The problem> Exact copy, no pictures: output all the records that follow.

Data>

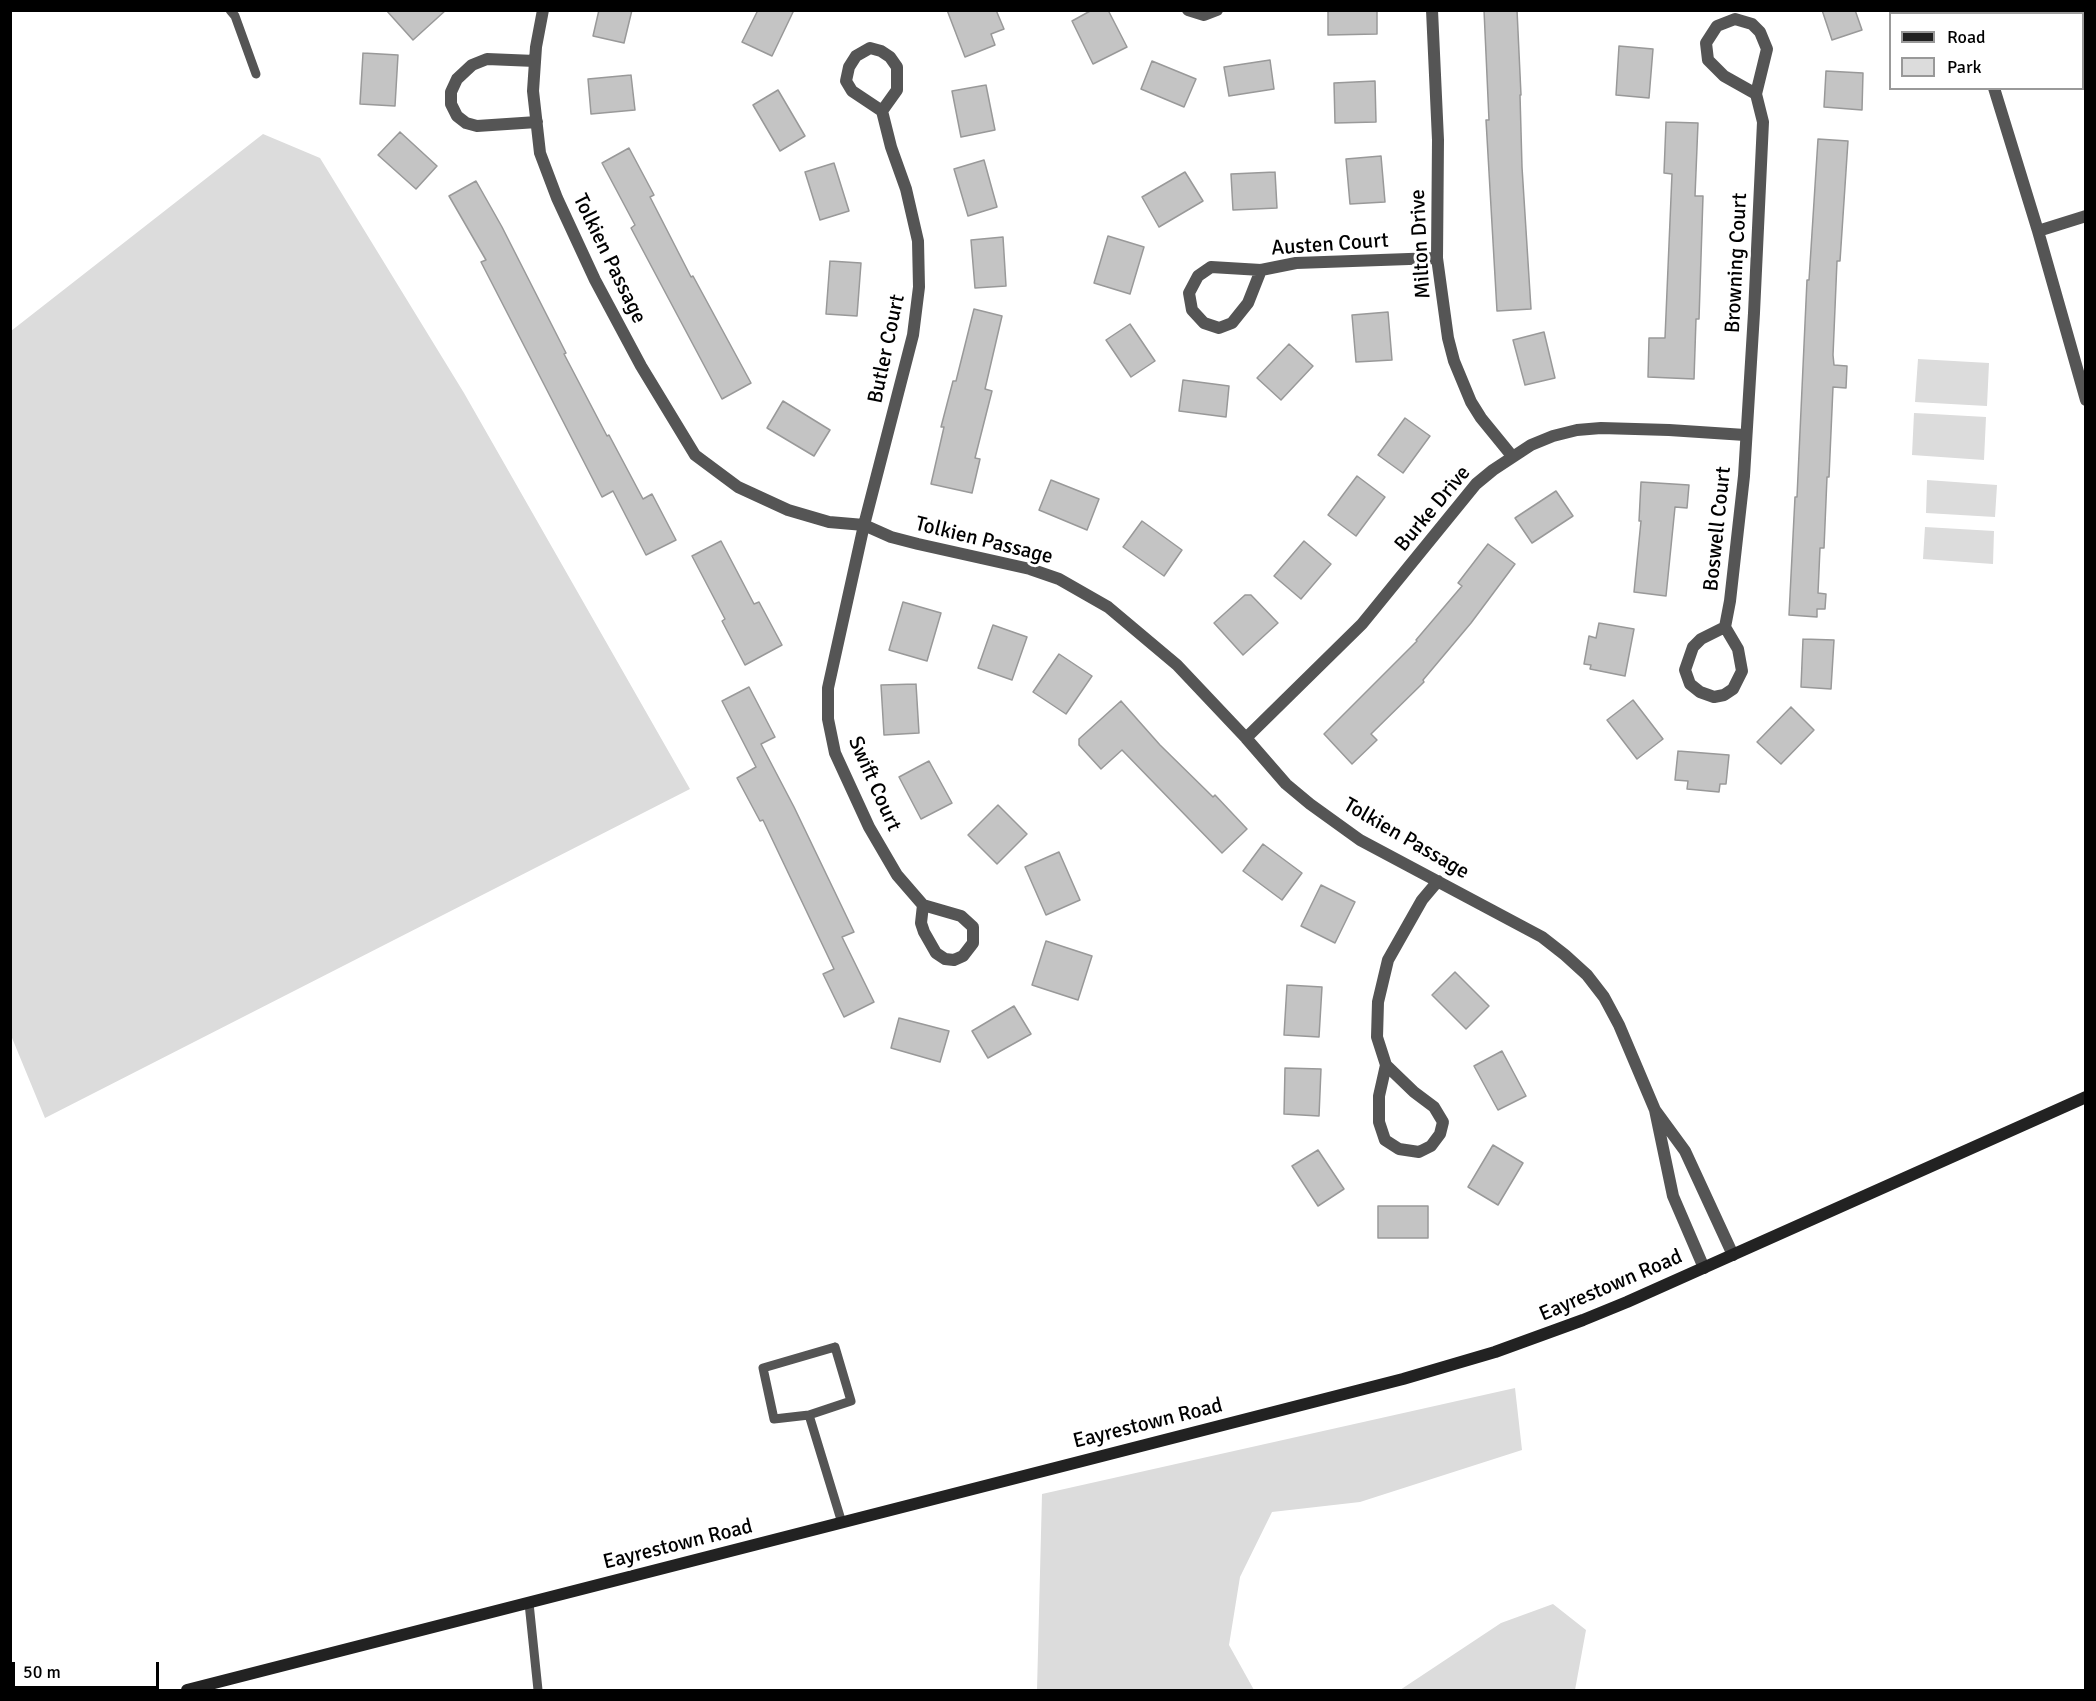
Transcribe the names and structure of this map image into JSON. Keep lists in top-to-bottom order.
{
  "streets": {
    "street": [
      "Milton Drive",
      "Austen Court",
      "Tolkien Passage",
      "Browning Court",
      "Butler Court",
      "Burke Drive",
      "Boswell Court",
      "Swift Court",
      "Eayrestown Road"
    ]
  },
  "crossings": [
    ["Milton Drive", "Austen Court"],
    ["Milton Drive", "Burke Drive"],
    ["Tolkien Passage", "Butler Court"],
    ["Tolkien Passage", "Burke Drive"],
    ["Tolkien Passage", "Swift Court"],
    ["Tolkien Passage", "Eayrestown Road"],
    ["Browning Court", "Burke Drive"],
    ["Browning Court", "Boswell Court"],
    ["Butler Court", "Swift Court"],
    ["Burke Drive", "Boswell Court"]
  ],
  "legend": ["Road", "Park"],
  "scale_bar": "50 m"
}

Response box>
Transcribe the names and structure of this map image into JSON. Keep lists in top-to-bottom order.
{
  "streets": {
    "street": [
      "Milton Drive",
      "Austen Court",
      "Tolkien Passage",
      "Browning Court",
      "Butler Court",
      "Burke Drive",
      "Boswell Court",
      "Swift Court",
      "Eayrestown Road"
    ]
  },
  "crossings": [
    ["Milton Drive", "Austen Court"],
    ["Milton Drive", "Burke Drive"],
    ["Tolkien Passage", "Butler Court"],
    ["Tolkien Passage", "Burke Drive"],
    ["Tolkien Passage", "Swift Court"],
    ["Tolkien Passage", "Eayrestown Road"],
    ["Browning Court", "Burke Drive"],
    ["Browning Court", "Boswell Court"],
    ["Butler Court", "Swift Court"],
    ["Burke Drive", "Boswell Court"]
  ],
  "legend": ["Road", "Park"],
  "scale_bar": "50 m"
}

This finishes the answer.